_WHAT THE TASK ASKS_
If a line in the material below has the word "Outlook", copy it.

○ ○ ○ ○ ○

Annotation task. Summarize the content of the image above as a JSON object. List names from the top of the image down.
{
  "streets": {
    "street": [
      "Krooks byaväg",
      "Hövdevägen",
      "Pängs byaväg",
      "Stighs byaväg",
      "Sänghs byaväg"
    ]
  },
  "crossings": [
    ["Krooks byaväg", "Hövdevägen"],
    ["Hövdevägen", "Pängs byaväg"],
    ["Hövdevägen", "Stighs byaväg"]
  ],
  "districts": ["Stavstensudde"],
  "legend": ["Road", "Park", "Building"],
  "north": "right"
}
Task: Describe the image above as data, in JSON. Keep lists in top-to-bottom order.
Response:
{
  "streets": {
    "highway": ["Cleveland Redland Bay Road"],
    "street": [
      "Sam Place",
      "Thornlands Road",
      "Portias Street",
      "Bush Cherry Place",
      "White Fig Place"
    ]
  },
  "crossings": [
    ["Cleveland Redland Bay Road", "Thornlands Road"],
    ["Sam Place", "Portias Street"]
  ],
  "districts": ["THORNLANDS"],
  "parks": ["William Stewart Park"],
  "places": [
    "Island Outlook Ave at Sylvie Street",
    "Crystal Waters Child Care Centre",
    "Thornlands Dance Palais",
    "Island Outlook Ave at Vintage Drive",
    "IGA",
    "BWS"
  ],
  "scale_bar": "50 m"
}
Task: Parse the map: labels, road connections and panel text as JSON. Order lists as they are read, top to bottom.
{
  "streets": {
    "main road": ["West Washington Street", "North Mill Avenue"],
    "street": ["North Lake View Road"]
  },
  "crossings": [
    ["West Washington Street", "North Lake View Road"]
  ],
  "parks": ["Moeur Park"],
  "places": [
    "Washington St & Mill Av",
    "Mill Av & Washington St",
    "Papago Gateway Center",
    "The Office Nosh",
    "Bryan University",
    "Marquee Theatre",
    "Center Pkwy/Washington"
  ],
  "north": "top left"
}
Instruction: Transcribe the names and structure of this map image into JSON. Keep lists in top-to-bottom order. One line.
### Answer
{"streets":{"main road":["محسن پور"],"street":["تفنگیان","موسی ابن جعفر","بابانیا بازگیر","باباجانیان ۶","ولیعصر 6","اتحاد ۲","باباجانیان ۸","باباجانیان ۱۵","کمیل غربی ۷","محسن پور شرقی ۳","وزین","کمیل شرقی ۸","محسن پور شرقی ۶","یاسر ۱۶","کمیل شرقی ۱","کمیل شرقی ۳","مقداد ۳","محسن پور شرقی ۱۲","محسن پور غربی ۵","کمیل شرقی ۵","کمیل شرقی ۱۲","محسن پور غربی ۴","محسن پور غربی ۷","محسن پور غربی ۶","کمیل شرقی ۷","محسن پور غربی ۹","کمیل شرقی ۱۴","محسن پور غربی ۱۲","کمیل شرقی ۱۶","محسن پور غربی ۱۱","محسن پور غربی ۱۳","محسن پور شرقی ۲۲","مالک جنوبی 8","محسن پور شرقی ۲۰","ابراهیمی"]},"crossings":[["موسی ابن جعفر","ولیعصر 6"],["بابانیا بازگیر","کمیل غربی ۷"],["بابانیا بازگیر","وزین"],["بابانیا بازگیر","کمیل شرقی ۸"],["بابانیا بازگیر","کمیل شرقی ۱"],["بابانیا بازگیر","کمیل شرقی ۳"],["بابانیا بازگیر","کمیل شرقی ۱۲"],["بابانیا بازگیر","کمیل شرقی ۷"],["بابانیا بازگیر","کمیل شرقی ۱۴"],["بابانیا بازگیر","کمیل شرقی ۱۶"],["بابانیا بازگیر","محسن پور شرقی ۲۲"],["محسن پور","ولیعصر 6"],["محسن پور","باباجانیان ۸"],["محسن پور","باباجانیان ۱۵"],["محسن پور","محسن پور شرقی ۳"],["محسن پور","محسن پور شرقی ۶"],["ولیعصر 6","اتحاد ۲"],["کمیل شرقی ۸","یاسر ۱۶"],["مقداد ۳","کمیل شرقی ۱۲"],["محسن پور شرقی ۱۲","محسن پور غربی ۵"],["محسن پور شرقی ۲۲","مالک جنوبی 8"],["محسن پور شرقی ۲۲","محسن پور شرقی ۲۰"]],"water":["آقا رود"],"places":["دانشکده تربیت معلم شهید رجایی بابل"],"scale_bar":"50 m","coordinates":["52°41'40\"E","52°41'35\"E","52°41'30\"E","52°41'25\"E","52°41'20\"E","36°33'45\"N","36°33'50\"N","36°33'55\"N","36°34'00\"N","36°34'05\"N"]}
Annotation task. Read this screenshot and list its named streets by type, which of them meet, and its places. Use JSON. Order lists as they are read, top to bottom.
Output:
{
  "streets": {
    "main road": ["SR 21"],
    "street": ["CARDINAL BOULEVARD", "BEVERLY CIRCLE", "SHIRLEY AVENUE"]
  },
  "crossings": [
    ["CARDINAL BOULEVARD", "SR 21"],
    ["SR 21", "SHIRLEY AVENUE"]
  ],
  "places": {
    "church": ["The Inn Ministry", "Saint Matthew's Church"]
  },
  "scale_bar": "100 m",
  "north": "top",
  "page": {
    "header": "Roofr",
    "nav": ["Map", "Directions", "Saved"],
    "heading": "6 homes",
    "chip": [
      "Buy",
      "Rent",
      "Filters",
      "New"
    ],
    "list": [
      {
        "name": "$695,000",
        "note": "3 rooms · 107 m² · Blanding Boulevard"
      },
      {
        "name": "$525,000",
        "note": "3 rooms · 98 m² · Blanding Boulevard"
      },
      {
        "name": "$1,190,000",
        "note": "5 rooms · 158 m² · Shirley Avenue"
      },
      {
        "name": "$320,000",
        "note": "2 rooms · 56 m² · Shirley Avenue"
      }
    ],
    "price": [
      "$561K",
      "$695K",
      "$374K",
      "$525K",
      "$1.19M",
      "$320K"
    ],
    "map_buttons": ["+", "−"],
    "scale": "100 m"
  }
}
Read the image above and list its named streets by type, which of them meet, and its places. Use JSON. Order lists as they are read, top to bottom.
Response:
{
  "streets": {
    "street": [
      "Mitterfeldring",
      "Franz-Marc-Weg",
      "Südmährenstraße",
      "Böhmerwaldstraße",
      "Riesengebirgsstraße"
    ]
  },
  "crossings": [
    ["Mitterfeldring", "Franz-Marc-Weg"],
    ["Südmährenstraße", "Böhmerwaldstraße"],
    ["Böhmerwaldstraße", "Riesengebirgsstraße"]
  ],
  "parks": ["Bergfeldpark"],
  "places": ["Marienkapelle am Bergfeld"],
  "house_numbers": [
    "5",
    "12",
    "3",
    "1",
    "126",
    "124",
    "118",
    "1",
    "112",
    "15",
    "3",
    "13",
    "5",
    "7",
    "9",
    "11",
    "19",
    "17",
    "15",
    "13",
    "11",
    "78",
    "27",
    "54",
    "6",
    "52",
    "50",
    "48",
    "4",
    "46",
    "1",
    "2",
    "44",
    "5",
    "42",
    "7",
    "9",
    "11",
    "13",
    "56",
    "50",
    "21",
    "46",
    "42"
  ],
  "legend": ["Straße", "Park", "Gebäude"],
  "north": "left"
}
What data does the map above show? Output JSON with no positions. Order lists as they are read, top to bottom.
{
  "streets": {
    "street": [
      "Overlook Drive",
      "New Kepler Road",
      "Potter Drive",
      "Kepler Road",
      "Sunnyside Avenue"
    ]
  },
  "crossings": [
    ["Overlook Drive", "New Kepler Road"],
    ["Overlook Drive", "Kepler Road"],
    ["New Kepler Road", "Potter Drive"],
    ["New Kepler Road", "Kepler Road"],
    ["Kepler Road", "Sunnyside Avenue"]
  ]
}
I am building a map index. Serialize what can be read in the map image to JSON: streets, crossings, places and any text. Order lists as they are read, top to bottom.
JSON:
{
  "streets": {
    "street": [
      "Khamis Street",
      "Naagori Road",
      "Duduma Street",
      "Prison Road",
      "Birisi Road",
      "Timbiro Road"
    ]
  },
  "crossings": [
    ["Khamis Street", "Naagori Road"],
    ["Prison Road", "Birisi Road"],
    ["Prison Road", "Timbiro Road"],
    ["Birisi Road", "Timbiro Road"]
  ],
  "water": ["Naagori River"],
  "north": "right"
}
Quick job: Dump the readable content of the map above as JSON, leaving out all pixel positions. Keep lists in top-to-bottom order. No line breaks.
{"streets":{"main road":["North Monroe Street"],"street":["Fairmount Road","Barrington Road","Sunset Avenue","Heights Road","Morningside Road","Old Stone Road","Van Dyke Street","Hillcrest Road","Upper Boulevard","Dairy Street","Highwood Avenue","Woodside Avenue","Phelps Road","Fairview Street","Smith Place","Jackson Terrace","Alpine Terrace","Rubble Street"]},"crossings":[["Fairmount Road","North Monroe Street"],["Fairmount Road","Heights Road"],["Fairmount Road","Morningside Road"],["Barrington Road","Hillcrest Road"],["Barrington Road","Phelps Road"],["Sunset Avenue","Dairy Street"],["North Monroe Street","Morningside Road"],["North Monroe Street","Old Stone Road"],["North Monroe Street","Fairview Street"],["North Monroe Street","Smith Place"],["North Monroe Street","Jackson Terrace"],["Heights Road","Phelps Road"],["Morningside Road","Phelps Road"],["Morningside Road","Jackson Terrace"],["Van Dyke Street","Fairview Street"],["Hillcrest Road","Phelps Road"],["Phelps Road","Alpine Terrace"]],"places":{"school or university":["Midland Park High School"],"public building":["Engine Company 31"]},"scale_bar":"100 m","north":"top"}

○ ○ ○ ○ ○

_YOUR RESPONSE_
    "Island Outlook Ave at Sylvie Street",
    "Island Outlook Ave at Vintage Drive",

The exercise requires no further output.